These Broken Stars Page 87


Lines of fire are spreading over the surface of the planet like cracks in an eggshell, as if some massive creature is hatching from the planet’s depths. Lilac makes a low sound in her throat and grabs for my hand. The chasms widen, whole chunks of landmass vanishing into fire.

There’s no sound across the vacuum of space, and for a long moment we stand there in eerie, utter silence, witnessing the destruction of the planet before us.

Lilac is the first to move, the first to speak. “Now no one will ever know what happened here.” She swallows, gaze still fixed on the window as a series of soundless explosions eject streams of molten rock out toward the mirror-moon.

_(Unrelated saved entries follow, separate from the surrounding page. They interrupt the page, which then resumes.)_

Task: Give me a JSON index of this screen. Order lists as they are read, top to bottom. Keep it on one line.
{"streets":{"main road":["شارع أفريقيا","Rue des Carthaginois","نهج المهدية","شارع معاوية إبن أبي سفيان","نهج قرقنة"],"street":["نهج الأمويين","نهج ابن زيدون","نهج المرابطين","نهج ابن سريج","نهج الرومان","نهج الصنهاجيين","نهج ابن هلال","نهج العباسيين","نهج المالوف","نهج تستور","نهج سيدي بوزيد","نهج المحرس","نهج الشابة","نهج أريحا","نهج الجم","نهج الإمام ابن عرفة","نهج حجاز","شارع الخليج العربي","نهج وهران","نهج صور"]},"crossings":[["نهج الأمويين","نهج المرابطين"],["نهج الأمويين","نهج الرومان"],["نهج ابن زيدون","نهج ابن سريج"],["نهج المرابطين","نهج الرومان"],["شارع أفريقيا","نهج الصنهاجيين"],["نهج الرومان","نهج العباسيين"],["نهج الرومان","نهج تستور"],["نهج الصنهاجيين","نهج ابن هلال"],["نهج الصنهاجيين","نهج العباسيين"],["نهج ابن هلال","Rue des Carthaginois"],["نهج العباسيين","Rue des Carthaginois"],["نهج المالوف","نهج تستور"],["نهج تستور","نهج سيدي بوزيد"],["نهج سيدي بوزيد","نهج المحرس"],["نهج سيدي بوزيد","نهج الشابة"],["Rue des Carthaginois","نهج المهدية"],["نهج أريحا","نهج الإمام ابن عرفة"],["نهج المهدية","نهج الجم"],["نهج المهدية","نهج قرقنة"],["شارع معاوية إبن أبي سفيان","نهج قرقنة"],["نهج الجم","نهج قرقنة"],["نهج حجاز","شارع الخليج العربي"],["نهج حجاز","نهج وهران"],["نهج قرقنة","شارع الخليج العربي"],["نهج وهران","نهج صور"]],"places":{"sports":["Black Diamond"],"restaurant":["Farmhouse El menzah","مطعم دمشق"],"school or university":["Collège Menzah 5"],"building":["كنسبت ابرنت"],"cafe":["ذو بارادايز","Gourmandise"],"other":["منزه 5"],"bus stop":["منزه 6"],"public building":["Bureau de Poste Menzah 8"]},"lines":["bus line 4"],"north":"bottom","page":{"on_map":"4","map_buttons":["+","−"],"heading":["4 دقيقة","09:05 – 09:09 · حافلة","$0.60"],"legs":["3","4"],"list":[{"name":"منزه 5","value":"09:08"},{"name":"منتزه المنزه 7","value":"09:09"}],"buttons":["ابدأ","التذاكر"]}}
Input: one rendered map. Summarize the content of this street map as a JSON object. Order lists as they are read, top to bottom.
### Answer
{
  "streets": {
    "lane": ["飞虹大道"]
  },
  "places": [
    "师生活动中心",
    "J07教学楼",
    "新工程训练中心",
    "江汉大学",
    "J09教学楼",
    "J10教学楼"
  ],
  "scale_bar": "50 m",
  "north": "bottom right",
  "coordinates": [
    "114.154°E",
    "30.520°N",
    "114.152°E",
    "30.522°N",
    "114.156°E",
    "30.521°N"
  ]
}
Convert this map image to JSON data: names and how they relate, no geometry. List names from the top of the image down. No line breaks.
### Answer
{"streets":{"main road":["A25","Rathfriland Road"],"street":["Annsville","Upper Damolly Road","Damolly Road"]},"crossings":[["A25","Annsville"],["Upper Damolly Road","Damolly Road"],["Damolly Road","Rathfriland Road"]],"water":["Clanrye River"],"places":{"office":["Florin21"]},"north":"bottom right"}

In the darkened corridor, the red-gold fire consuming the planet is reflected in Lilac’s eyes, transforming them. In her face I can see the echo of the planet’s destruction, the loss of the last shred of proof of everything she went through.

I wrap my arms around her, as much to reassure myself as anything. Ducking my head until her hair tickles my face, I take a long, steadying breath. “We’ll know,” I whisper.

We don’t move from that spot, not even when the ship’s engines kick in. We keep watching as the shattered planet and the remnants of its moon recede into the distance, back and back into the infinite dark. Until our eyes have to strain to see them, until they’re only jagged pinpricks of reflected light.

The hyperspace drive gives its telltale whine, and Lilac leans back into me, bracing as we prepare to jump, to fold space to get home faster. Home to cameras and reporters, and questions from people who’d never understand what happened to us. I haven’t given up on finding answers, not yet, even if we only whisper those answers to each other.

But just now, as we wait for the engines to kick in, all of that is far away. For a moment the image before us is frozen: our world, our lives, reduced to a handful of broken stars half lost in uncharted space. Then it’s gone, the view swallowed by the hyperspace winds streaming past, blue-green auroras wiping the afterimages away.

Until all that’s left is us.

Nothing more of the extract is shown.